Start of Records for processing

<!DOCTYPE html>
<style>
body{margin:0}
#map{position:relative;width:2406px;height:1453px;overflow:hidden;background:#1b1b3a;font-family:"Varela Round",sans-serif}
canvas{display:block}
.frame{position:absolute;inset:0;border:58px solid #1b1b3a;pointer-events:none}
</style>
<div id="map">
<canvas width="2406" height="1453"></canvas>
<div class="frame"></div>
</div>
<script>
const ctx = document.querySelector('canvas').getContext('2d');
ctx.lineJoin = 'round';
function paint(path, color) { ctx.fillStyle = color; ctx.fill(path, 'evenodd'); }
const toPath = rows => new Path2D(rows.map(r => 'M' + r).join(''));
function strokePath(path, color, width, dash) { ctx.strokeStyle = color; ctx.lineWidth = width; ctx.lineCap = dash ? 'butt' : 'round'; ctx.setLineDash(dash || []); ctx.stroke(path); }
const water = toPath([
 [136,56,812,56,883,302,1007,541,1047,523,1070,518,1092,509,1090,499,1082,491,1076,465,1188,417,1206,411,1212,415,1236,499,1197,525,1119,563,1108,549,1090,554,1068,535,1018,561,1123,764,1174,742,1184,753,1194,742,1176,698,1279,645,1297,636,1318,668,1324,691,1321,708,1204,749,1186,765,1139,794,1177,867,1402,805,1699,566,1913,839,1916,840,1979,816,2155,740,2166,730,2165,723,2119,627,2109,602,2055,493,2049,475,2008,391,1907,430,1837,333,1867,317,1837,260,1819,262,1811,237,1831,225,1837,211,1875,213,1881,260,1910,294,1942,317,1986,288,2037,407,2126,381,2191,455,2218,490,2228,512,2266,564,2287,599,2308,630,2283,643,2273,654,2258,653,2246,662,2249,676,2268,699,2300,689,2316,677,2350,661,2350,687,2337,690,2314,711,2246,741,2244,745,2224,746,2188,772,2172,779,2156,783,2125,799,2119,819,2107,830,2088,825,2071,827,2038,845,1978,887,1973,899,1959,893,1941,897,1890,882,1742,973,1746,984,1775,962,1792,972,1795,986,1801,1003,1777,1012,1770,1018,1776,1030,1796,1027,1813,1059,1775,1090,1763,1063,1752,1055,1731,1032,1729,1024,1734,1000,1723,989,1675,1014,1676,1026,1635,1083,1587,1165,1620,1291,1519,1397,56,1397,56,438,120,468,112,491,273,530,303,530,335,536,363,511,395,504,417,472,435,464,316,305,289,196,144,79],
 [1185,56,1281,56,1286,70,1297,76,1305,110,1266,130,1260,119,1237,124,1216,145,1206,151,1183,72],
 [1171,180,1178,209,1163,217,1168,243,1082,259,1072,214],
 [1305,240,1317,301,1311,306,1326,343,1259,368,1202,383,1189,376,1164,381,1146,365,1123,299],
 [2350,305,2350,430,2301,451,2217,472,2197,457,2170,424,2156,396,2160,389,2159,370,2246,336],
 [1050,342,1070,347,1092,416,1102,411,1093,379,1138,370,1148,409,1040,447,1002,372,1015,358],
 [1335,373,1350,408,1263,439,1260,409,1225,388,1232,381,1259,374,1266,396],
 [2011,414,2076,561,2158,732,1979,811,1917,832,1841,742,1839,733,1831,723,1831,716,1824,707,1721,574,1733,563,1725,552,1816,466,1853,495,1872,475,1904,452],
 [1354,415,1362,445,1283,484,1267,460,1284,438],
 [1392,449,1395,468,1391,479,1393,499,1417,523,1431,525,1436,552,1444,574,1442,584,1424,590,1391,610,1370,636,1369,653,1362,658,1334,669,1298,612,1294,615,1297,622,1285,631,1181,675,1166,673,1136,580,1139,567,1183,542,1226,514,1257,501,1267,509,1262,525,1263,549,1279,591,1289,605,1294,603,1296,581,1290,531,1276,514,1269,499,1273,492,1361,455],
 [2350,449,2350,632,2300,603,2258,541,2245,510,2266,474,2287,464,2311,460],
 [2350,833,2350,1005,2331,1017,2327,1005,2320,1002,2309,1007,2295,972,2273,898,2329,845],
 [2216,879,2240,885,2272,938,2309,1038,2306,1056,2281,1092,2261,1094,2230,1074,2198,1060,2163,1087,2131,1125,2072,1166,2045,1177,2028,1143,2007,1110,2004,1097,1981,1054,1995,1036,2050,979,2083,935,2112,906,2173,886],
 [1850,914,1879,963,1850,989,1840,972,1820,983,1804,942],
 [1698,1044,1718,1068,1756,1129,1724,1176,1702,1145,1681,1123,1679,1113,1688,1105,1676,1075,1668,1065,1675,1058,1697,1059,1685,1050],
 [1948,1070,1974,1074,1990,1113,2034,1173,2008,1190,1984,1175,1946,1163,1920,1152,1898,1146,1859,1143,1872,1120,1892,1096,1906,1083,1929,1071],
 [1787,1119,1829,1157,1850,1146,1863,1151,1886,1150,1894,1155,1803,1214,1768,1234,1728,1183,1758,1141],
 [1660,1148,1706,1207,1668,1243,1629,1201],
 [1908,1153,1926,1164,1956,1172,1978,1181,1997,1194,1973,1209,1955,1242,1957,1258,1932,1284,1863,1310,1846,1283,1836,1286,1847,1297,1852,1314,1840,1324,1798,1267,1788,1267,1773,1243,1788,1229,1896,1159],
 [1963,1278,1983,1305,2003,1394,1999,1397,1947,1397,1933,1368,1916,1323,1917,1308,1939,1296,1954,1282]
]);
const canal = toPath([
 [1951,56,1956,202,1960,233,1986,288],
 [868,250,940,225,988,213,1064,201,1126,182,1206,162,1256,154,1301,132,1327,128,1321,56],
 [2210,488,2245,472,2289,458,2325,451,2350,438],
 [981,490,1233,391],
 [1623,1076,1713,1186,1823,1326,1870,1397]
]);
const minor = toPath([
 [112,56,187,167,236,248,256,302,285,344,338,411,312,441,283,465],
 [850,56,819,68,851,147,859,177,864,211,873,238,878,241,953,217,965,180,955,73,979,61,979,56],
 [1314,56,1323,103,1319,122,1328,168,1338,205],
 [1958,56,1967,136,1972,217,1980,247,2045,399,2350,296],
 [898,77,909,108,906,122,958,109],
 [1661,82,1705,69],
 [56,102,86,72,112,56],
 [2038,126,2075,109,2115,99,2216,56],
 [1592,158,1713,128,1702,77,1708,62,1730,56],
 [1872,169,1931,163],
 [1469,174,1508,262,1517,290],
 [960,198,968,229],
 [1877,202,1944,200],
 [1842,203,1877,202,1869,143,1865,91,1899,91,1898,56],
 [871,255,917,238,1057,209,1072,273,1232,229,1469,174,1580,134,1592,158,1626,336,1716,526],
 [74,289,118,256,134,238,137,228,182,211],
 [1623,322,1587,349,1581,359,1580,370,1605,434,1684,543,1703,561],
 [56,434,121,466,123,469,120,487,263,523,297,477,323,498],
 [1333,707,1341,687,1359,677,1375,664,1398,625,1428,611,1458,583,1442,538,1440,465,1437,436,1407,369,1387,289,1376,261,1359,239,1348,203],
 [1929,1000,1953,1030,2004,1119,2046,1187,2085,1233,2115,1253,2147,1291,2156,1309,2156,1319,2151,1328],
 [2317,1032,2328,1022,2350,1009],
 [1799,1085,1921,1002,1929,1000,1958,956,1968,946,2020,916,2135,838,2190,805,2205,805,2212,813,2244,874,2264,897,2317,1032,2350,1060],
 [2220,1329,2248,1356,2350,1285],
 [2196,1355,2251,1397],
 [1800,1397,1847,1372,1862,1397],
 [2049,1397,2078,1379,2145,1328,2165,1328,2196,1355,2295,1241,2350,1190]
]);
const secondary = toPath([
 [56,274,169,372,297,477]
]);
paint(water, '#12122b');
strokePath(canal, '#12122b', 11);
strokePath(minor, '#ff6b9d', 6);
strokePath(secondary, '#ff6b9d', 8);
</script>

End of Records for processing

Give the number of lines in the material above that include the string "canvas", with no further text.

3